The influence of process parameters on the microstructure and properties of the TiC/Ti-alloy composites fabricated by the directed energy deposition process

Abstract

In titanium matrix composites, the size and distribution of the reinforcing particles significantly impact their mechanical properties. Accordingly, in this work, TiC-reinforced Ti-alloy matrix composites were fabricated using the directed energy deposition (DED) technology. The influence of the varying process parameters on the microstructure and properties of the TiC-reinforcing particles and the α phase in the matrix was elucidated. The results revealed that process parameters had a notable influence on the morphology and distribution of the TiC reinforcing particles as well as the morphology of the α phase.

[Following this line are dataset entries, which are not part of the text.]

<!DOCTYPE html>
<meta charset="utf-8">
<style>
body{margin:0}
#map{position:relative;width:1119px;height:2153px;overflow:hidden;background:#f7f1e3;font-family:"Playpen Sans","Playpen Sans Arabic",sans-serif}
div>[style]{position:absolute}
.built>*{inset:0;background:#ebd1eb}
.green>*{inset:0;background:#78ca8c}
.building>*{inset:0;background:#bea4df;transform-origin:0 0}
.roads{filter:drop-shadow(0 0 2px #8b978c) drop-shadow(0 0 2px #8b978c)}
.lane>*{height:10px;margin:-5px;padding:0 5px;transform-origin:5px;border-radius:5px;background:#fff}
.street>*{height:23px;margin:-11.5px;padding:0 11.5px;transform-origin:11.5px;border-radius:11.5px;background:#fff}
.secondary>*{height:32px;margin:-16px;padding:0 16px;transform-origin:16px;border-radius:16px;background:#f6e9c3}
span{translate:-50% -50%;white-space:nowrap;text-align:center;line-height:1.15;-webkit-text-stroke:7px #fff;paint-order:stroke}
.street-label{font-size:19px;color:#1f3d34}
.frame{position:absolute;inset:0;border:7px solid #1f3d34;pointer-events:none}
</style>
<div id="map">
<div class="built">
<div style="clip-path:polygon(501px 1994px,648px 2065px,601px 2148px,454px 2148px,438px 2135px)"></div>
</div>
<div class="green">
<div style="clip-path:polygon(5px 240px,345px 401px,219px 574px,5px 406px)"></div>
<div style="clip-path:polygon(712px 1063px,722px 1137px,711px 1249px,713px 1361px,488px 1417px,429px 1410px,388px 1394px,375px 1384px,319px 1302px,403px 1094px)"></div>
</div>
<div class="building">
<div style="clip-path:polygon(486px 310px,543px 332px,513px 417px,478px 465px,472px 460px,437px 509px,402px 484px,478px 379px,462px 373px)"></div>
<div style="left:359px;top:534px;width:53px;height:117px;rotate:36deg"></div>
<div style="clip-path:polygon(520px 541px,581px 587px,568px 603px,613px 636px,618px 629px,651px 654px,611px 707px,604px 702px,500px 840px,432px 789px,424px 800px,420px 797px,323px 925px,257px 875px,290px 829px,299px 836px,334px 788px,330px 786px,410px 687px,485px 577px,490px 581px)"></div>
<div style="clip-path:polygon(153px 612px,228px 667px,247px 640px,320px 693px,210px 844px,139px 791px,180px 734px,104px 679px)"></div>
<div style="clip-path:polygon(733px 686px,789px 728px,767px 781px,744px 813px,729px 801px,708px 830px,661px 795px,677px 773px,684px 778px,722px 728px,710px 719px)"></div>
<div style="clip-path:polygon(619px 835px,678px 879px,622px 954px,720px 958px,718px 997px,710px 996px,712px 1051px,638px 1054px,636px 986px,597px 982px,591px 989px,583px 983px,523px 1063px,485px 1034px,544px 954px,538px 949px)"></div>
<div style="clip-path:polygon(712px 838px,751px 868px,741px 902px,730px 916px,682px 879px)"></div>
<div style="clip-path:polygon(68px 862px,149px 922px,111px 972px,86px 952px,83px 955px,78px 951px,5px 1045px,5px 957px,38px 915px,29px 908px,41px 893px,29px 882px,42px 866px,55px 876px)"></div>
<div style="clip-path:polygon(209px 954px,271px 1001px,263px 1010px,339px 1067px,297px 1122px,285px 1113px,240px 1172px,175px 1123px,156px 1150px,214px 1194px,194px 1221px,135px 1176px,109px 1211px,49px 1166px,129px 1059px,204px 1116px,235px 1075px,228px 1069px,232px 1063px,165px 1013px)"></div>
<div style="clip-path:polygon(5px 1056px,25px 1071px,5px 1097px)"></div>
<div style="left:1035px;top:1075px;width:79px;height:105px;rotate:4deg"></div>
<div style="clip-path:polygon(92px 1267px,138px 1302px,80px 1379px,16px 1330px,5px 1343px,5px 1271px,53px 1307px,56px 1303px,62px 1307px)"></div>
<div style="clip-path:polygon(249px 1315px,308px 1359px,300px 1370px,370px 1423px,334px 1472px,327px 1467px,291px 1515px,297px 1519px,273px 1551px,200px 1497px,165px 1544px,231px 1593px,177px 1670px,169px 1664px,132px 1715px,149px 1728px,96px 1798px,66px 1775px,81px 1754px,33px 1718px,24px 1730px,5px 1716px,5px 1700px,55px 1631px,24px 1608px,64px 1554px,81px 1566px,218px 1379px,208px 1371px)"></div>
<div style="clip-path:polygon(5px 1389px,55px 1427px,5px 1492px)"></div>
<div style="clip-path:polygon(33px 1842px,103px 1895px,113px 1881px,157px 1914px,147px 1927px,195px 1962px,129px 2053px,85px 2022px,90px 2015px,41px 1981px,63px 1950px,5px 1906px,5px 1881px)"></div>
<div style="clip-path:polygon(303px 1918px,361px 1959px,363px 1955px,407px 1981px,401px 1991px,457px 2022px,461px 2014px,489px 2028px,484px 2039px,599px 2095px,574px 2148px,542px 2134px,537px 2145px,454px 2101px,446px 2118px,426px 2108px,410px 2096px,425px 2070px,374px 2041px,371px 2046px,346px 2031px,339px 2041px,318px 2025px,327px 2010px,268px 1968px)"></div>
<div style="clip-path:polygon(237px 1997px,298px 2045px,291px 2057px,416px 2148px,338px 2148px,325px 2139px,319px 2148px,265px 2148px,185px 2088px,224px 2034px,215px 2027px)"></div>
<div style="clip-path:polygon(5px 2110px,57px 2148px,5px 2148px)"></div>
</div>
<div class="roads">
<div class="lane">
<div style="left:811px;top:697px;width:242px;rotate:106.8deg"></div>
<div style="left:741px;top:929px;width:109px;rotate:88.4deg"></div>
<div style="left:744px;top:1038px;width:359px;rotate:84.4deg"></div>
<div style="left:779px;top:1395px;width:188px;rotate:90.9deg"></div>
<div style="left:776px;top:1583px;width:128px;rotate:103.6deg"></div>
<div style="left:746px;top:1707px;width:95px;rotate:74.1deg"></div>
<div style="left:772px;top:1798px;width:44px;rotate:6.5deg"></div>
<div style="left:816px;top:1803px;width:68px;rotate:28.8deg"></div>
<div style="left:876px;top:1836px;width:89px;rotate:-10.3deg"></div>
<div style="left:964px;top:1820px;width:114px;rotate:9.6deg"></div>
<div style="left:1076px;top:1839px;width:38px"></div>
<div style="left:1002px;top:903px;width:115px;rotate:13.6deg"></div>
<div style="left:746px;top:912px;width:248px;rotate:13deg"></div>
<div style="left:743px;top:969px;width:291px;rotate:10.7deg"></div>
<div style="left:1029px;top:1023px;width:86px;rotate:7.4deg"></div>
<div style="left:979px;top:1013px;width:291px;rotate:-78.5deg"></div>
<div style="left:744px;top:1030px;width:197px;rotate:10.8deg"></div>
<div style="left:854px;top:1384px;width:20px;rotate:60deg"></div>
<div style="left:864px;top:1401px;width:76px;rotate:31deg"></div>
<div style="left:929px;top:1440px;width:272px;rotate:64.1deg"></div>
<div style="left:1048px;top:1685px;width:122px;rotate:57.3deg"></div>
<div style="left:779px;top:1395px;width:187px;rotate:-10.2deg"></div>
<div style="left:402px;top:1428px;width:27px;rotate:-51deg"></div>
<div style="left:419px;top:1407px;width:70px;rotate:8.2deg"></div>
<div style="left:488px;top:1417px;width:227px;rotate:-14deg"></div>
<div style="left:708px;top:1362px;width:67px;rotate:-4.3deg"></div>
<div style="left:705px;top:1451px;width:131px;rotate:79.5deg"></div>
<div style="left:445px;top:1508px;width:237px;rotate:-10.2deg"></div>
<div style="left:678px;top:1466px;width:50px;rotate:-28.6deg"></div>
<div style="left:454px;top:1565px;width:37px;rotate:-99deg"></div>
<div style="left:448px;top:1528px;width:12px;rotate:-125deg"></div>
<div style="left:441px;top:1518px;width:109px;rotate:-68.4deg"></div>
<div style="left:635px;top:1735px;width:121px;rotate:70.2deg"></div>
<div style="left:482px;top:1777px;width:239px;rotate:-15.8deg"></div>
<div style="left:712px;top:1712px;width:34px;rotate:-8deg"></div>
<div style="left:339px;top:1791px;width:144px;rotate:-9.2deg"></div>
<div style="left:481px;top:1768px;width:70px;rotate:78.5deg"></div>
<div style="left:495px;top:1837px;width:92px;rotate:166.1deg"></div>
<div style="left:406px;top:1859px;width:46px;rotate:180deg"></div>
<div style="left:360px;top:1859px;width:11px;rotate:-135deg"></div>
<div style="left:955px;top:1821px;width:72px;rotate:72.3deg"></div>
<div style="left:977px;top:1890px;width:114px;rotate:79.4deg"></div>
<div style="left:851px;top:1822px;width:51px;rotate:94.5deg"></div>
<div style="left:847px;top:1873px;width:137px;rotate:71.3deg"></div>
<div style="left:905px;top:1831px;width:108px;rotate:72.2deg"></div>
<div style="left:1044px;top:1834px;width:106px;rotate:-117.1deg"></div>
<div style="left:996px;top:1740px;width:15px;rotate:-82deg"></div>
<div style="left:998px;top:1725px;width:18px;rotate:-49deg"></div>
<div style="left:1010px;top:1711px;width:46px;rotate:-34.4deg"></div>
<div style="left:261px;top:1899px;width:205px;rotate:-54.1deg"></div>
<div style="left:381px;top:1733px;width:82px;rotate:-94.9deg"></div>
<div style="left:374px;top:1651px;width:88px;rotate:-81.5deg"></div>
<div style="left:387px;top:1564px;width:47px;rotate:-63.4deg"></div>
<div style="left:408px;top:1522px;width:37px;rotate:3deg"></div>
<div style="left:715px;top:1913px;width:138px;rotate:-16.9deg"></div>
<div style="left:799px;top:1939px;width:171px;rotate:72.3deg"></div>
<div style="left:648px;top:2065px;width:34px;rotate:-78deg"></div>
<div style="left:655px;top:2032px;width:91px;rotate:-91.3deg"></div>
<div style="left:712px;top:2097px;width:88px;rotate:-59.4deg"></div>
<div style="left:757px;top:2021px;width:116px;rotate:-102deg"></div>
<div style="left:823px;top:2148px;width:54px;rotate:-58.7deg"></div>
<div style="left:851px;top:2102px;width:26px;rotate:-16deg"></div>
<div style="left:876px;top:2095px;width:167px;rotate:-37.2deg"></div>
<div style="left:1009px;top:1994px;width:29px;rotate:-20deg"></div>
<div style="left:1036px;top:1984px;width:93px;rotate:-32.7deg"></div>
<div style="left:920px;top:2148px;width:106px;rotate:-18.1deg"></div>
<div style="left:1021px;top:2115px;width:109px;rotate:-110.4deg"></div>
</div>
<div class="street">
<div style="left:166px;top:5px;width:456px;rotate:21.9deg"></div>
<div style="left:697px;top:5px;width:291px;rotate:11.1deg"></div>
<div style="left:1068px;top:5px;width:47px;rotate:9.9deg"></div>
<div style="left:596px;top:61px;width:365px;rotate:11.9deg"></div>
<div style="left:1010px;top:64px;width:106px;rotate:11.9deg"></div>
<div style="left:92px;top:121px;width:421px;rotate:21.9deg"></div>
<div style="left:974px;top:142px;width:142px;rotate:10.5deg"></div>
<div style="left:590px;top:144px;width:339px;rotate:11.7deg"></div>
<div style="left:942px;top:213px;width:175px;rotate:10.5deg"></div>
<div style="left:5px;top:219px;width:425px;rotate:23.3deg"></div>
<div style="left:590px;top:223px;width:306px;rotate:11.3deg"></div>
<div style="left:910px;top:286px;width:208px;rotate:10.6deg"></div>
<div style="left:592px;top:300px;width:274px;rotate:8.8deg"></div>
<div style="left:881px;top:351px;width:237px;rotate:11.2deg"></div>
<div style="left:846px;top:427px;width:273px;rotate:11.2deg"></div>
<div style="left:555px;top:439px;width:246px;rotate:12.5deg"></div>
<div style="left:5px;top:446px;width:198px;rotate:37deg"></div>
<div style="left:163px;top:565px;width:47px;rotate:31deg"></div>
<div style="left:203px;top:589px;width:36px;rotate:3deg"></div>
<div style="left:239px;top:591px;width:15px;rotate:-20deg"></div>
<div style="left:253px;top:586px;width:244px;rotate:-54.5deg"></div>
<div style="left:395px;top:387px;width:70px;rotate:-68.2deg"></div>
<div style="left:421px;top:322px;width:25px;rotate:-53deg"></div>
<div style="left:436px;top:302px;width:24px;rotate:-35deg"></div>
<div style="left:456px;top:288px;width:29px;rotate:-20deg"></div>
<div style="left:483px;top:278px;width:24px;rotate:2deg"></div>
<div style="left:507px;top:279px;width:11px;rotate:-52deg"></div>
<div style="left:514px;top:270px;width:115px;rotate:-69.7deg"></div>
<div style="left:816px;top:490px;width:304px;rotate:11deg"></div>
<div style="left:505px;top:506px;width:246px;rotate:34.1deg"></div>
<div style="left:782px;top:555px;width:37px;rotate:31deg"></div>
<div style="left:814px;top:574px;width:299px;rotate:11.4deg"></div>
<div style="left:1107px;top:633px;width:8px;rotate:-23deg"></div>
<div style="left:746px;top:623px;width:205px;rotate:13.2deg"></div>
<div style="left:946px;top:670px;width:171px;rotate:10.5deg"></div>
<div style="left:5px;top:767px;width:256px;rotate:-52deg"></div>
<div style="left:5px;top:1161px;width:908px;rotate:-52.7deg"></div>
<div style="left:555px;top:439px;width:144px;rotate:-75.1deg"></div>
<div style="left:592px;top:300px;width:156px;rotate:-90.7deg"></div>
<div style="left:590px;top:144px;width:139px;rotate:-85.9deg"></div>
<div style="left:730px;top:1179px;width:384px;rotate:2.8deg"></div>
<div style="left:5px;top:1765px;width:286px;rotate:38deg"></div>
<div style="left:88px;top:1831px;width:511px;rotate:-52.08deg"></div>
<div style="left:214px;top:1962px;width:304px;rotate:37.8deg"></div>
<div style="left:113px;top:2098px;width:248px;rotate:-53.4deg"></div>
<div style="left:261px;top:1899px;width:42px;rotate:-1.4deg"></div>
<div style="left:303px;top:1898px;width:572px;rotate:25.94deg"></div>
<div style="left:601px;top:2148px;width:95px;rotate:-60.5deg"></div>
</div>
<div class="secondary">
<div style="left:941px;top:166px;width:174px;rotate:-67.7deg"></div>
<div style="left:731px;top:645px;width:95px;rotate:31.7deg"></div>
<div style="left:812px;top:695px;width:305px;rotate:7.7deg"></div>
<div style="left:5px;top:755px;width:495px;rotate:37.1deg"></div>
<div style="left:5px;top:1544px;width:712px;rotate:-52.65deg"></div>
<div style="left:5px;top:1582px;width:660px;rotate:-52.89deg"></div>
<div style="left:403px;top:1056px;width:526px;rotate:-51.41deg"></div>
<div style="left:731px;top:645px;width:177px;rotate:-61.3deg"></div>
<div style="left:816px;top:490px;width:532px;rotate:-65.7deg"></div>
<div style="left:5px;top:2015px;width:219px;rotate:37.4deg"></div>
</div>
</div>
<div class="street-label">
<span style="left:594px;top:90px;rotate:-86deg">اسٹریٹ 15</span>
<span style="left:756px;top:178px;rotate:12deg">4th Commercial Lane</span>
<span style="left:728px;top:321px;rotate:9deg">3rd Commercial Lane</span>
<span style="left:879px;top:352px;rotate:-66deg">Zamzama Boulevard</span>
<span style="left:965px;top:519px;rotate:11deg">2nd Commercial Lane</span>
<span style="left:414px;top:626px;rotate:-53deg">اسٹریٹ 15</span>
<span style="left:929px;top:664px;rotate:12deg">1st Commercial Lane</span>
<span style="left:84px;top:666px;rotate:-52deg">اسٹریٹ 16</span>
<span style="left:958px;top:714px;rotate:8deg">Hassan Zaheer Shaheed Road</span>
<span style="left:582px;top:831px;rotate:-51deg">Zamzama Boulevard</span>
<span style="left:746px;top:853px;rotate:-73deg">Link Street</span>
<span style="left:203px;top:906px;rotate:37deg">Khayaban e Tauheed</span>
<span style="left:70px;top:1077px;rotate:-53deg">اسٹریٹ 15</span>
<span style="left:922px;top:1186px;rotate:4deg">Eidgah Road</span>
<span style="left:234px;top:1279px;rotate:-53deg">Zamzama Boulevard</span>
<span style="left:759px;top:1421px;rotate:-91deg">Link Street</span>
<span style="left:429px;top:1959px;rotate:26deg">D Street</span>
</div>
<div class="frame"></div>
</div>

A reduction in the pulse current and increasing scanning speed led to a significant decrease in the size of TiC reinforcing particles but offered uniform distribution. Concurrently, the morphology of the α phase changes from coarse lath-like to slender lath-like to irregular block-like. The combination of the TiC particles and the α phase with distinct characteristics resulted in significant variations in the room-temperature tensile properties of the TiC/Ti-alloy composites. The tensile strength of the TiC/Ti-alloy composites exhibiting optimal performance in this work reached 1412 MPa, which is ∼28% higher than that of the forged Ti-alloy matrix (1100 MPa). This research offers the groundwork for a substantial enhancement in the overall properties of titanium matrix composites.